Goal of the exercise: For the word "fabs", return each line of the data in which it occurs.

*** Supplied records Section Begins ***

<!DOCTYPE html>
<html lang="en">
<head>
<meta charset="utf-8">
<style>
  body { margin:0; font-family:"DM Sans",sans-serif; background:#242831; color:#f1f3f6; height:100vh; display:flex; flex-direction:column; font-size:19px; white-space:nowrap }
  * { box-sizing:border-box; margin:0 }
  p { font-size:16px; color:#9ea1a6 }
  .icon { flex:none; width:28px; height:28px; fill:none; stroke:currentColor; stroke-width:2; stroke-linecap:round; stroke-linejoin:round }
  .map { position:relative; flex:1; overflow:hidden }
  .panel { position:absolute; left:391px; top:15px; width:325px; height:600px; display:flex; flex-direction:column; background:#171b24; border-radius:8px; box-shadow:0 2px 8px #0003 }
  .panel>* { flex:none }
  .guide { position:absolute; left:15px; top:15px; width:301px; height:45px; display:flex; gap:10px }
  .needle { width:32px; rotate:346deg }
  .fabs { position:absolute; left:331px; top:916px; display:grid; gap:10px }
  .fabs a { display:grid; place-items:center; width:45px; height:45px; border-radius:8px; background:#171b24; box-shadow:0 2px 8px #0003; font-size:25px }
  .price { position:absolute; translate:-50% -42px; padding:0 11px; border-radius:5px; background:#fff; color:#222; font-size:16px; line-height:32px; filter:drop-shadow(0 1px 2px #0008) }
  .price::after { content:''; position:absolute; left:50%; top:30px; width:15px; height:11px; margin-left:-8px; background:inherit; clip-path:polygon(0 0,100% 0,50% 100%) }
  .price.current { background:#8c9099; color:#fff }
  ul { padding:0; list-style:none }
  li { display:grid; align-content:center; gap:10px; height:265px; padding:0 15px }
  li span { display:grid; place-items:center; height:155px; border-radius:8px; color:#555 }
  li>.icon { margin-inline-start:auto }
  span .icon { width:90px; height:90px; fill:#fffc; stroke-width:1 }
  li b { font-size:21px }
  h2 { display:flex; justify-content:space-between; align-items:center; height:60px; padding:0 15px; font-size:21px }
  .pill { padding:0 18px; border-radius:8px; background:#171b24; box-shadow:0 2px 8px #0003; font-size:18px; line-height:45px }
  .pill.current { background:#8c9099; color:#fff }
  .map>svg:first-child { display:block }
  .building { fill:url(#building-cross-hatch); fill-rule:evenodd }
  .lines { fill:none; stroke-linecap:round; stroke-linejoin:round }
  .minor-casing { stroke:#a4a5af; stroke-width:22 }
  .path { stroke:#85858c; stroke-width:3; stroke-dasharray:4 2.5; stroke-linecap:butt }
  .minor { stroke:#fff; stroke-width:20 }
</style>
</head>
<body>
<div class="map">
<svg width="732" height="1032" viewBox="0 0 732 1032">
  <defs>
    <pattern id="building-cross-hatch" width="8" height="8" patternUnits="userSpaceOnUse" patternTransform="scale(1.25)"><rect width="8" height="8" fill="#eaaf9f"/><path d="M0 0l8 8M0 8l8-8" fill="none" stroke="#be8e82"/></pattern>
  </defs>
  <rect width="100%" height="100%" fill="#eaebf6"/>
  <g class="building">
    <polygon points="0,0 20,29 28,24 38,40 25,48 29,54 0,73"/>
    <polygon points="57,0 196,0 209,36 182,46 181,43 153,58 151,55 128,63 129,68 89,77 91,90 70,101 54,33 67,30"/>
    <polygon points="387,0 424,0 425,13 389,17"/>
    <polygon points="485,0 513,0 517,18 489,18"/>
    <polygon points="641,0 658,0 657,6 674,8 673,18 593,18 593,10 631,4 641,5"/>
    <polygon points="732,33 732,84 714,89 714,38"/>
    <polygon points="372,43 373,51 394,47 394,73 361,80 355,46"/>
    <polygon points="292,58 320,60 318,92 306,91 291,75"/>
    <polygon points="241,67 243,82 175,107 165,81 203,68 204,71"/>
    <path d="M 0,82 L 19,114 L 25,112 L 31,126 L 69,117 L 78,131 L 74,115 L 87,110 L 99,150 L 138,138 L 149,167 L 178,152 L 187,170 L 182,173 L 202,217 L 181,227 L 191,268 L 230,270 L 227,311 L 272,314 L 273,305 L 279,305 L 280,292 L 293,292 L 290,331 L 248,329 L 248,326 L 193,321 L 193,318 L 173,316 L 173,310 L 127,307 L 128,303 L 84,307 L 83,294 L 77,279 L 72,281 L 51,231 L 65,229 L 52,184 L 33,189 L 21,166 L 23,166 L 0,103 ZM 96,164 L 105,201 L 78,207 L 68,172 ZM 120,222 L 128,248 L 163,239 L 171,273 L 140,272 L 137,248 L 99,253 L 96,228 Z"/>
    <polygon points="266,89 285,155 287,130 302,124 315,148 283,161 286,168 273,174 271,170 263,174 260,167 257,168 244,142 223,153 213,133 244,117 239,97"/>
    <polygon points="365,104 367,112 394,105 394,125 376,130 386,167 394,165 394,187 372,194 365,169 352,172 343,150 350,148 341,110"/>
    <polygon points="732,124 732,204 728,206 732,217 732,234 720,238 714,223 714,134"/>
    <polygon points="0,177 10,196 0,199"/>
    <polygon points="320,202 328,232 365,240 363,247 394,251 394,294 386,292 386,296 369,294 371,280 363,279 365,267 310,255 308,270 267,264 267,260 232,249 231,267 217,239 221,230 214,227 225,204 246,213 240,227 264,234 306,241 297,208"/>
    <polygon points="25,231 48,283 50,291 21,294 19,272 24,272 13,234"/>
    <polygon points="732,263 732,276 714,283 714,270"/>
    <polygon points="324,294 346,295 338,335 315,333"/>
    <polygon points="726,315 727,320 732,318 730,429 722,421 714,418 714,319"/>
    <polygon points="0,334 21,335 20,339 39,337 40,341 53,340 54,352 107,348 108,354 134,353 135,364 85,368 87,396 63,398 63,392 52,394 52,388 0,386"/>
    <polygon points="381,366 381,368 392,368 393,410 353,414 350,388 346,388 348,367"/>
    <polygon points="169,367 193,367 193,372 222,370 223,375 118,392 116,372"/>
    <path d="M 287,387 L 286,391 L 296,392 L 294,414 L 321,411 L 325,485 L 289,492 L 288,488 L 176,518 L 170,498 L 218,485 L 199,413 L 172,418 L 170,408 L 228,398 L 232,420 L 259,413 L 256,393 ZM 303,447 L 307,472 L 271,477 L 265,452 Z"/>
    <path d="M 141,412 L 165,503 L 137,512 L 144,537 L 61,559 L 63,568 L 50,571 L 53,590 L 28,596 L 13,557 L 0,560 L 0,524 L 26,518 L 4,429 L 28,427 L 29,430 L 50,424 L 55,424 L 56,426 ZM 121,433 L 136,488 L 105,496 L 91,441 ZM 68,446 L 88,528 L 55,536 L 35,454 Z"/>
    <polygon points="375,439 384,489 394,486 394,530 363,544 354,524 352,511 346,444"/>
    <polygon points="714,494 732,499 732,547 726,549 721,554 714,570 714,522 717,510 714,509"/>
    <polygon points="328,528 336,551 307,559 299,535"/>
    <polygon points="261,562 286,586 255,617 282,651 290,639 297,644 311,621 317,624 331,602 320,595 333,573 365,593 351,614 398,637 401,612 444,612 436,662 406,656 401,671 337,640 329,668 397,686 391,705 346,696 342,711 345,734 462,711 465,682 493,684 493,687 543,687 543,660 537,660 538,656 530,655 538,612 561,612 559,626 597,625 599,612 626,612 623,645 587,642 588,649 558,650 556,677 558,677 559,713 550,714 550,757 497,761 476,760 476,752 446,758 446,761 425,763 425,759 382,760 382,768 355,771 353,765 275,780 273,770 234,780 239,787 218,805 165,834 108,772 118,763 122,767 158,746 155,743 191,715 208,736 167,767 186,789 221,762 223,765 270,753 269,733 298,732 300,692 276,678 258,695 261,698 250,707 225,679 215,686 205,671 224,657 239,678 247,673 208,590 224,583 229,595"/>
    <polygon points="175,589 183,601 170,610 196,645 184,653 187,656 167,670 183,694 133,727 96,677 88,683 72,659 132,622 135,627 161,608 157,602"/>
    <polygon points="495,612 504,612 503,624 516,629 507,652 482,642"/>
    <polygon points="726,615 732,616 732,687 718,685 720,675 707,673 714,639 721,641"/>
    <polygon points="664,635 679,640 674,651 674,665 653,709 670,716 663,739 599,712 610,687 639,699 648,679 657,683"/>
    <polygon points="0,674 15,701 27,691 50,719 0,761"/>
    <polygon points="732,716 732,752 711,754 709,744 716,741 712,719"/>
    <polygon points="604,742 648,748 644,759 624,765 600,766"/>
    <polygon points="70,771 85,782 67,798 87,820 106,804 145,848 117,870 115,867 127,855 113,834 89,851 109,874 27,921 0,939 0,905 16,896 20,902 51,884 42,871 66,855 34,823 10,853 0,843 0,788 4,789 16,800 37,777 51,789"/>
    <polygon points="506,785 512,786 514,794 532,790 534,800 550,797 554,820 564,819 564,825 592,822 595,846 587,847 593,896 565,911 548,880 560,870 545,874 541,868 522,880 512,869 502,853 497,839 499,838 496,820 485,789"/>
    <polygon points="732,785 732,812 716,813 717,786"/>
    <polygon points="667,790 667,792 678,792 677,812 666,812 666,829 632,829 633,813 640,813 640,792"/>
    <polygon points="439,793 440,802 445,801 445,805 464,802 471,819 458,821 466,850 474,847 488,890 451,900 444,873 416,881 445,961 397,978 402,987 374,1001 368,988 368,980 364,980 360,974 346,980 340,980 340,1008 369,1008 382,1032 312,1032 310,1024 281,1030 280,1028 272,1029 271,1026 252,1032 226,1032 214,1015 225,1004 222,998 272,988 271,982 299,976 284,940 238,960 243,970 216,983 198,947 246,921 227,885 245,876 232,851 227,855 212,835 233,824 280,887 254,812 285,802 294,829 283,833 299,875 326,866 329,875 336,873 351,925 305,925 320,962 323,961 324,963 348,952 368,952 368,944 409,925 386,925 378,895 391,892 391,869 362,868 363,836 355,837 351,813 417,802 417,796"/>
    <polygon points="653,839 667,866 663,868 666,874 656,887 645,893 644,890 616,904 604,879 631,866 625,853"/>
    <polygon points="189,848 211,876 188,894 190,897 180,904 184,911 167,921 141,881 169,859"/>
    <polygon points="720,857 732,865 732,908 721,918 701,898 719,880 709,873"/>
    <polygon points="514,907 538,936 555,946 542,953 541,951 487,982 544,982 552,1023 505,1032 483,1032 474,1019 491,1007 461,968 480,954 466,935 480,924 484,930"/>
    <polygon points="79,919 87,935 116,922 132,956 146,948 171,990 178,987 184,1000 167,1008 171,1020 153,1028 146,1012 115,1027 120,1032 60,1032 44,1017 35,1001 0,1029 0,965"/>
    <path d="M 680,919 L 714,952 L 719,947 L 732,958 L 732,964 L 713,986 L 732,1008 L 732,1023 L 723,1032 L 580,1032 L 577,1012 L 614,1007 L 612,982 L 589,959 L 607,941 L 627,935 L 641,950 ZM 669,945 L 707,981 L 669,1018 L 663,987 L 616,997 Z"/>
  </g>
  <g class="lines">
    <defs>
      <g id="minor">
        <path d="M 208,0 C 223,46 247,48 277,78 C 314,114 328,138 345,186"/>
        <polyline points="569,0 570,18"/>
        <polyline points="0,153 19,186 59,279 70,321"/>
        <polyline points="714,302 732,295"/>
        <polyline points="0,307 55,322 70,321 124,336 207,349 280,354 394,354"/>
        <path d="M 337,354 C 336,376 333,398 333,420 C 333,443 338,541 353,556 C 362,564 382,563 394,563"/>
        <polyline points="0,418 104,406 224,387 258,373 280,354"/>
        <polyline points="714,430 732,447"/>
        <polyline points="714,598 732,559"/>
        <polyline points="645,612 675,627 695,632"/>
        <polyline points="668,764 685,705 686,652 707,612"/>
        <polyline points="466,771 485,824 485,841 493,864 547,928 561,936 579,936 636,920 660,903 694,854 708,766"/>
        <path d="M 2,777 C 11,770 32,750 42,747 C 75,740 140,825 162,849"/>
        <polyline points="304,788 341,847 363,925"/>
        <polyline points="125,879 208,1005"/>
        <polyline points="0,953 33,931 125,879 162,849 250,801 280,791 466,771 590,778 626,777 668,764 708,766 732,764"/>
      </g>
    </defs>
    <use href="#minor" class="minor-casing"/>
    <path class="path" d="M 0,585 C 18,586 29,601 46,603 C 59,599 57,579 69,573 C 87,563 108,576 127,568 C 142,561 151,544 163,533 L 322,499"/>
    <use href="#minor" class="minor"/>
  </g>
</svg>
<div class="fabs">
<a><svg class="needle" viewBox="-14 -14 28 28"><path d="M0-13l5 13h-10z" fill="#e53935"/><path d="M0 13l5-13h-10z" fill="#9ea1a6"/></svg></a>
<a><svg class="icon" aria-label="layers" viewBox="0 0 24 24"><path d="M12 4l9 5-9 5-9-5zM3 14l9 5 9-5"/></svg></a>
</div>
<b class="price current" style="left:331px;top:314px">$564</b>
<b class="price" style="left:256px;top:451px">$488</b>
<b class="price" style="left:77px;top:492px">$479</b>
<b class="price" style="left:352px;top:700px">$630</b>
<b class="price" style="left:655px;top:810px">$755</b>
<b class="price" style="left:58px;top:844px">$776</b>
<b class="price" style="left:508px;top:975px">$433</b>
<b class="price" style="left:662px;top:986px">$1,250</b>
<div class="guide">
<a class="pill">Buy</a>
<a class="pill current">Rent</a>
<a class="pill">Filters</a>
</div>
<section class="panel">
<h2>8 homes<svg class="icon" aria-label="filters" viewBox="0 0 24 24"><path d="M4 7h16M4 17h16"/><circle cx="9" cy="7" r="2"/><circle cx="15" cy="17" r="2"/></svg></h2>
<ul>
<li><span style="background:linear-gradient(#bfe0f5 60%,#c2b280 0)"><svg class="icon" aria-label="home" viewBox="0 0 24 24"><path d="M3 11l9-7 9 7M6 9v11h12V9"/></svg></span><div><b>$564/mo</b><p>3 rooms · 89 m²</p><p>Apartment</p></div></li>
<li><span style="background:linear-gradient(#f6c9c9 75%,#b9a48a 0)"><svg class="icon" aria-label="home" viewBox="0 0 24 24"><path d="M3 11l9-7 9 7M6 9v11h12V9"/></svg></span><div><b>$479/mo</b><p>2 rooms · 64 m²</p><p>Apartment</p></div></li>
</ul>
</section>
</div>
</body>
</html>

*** Supplied records Section Ends ***

Response:
  .fabs { position:absolute; left:331px; top:916px; display:grid; gap:10px }
  .fabs a { display:grid; place-items:center; width:45px; height:45px; border-radius:8px; background:#171b24; box-shadow:0 2px 8px #0003; font-size:25px }
<div class="fabs">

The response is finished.